→ **Action item**:
When you print the records below, keep every word exact and leave out the images.

** Opening Provided entries block **

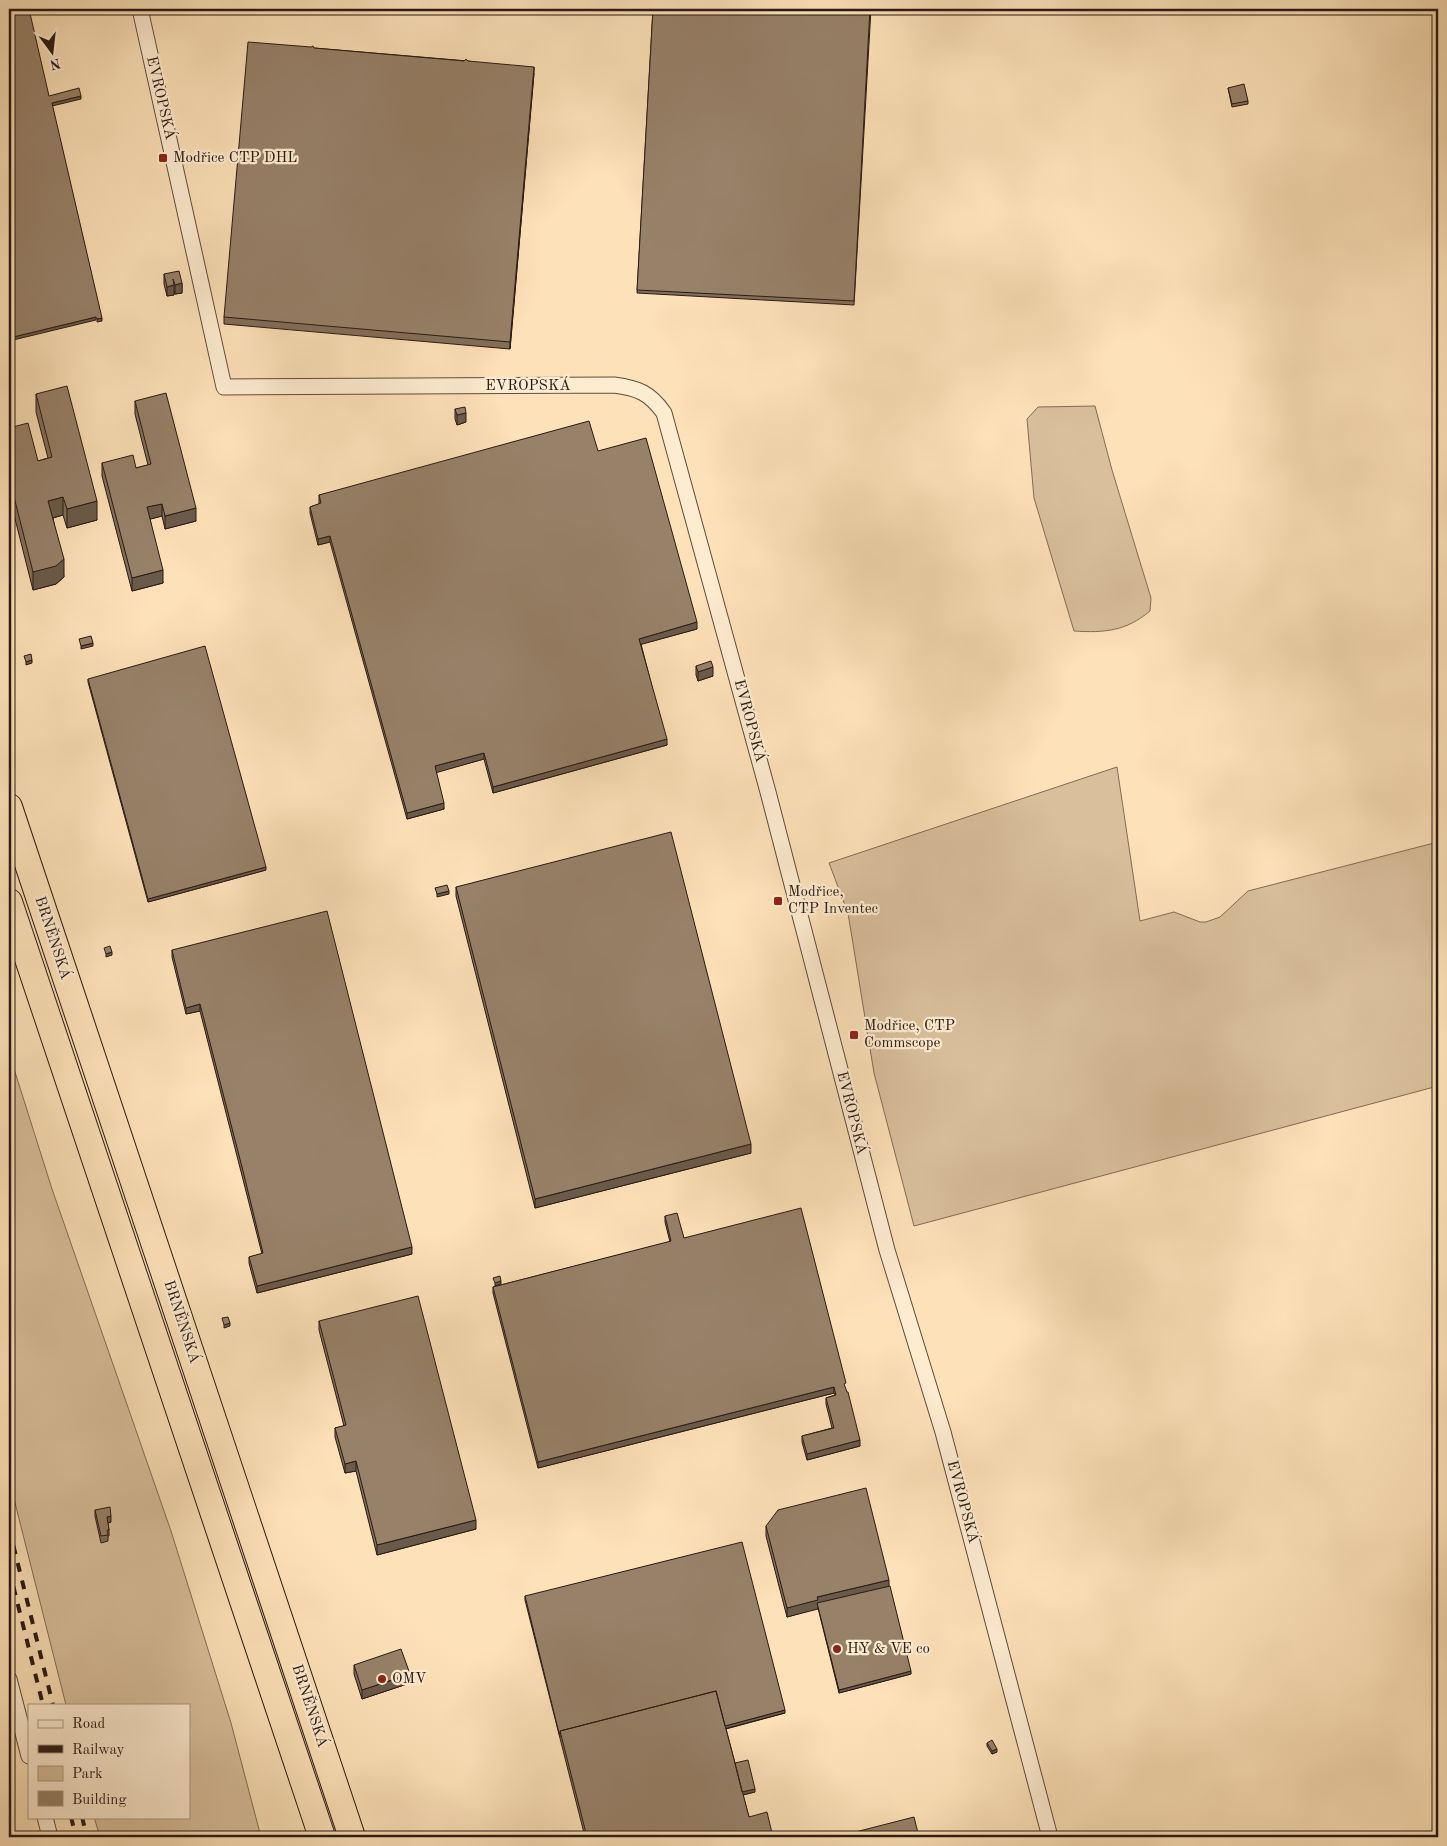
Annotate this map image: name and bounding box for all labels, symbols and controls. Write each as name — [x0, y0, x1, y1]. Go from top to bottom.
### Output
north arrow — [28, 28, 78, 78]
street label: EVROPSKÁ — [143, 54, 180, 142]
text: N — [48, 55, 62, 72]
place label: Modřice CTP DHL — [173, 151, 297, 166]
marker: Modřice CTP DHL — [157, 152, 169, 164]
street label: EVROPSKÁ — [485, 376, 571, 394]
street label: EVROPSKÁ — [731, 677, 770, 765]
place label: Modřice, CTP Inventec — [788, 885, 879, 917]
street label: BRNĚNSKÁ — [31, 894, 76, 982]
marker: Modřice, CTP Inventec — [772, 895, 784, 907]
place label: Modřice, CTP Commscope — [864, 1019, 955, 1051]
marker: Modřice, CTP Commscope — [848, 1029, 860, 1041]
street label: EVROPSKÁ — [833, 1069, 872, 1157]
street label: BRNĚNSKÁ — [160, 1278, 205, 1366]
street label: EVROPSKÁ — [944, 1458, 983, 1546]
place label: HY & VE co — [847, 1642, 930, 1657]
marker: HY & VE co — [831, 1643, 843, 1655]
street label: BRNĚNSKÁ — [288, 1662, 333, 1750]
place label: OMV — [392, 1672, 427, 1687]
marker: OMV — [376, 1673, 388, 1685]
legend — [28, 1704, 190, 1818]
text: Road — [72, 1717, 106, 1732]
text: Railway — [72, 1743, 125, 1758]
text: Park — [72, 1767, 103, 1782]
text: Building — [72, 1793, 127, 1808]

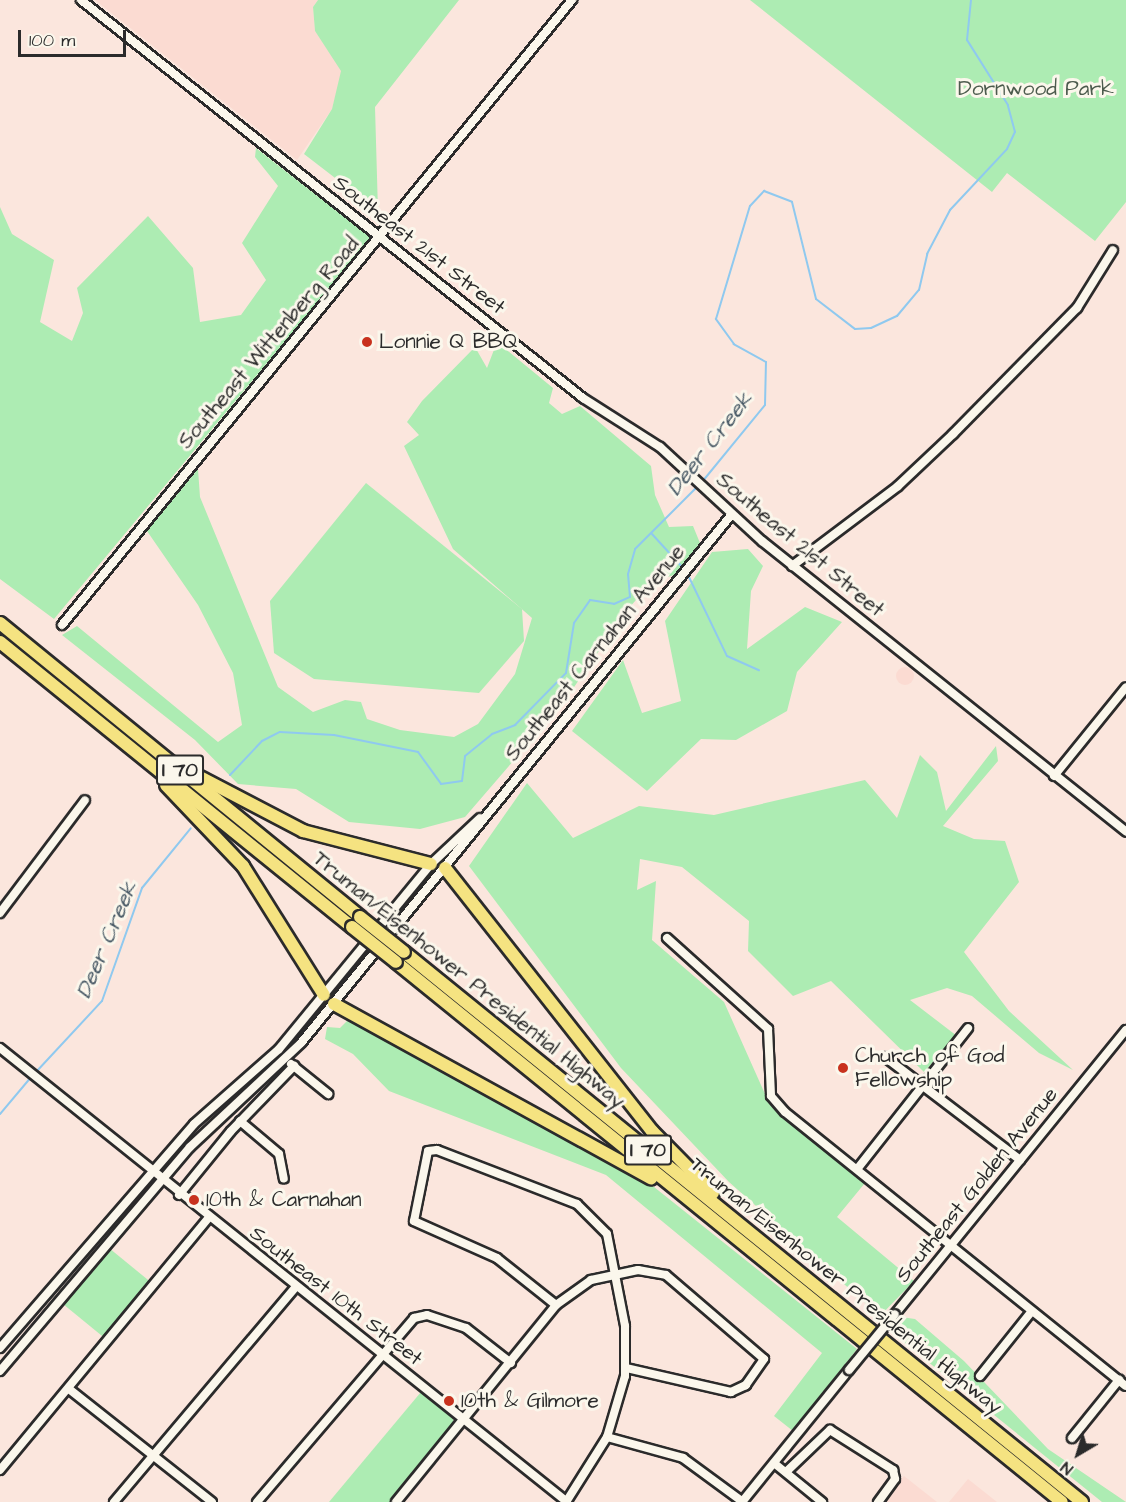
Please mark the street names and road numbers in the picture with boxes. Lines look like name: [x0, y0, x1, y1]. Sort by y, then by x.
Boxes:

** Closing Provided entries block **

→ **Response area**:
Annotate this map image: name and bounding box for all labels, symbols and controls. Write each as name — [x0, y0, x1, y1]. Go from top to bottom.
### Output
north arrow — [28, 28, 78, 78]
street label: EVROPSKÁ — [143, 54, 180, 142]
text: N — [48, 55, 62, 72]
place label: Modřice CTP DHL — [173, 151, 297, 166]
marker: Modřice CTP DHL — [157, 152, 169, 164]
street label: EVROPSKÁ — [485, 376, 571, 394]
street label: EVROPSKÁ — [731, 677, 770, 765]
place label: Modřice, CTP Inventec — [788, 885, 879, 917]
street label: BRNĚNSKÁ — [31, 894, 76, 982]
marker: Modřice, CTP Inventec — [772, 895, 784, 907]
place label: Modřice, CTP Commscope — [864, 1019, 955, 1051]
marker: Modřice, CTP Commscope — [848, 1029, 860, 1041]
street label: EVROPSKÁ — [833, 1069, 872, 1157]
street label: BRNĚNSKÁ — [160, 1278, 205, 1366]
street label: EVROPSKÁ — [944, 1458, 983, 1546]
place label: HY & VE co — [847, 1642, 930, 1657]
marker: HY & VE co — [831, 1643, 843, 1655]
street label: BRNĚNSKÁ — [288, 1662, 333, 1750]
place label: OMV — [392, 1672, 427, 1687]
marker: OMV — [376, 1673, 388, 1685]
legend — [28, 1704, 190, 1818]
text: Road — [72, 1717, 106, 1732]
text: Railway — [72, 1743, 125, 1758]
text: Park — [72, 1767, 103, 1782]
text: Building — [72, 1793, 127, 1808]

Please mark the street names and road numbers in the picture with boxes. Lines look like name: [x0, y0, x1, y1]. Sort by y, then by x.
Boxes:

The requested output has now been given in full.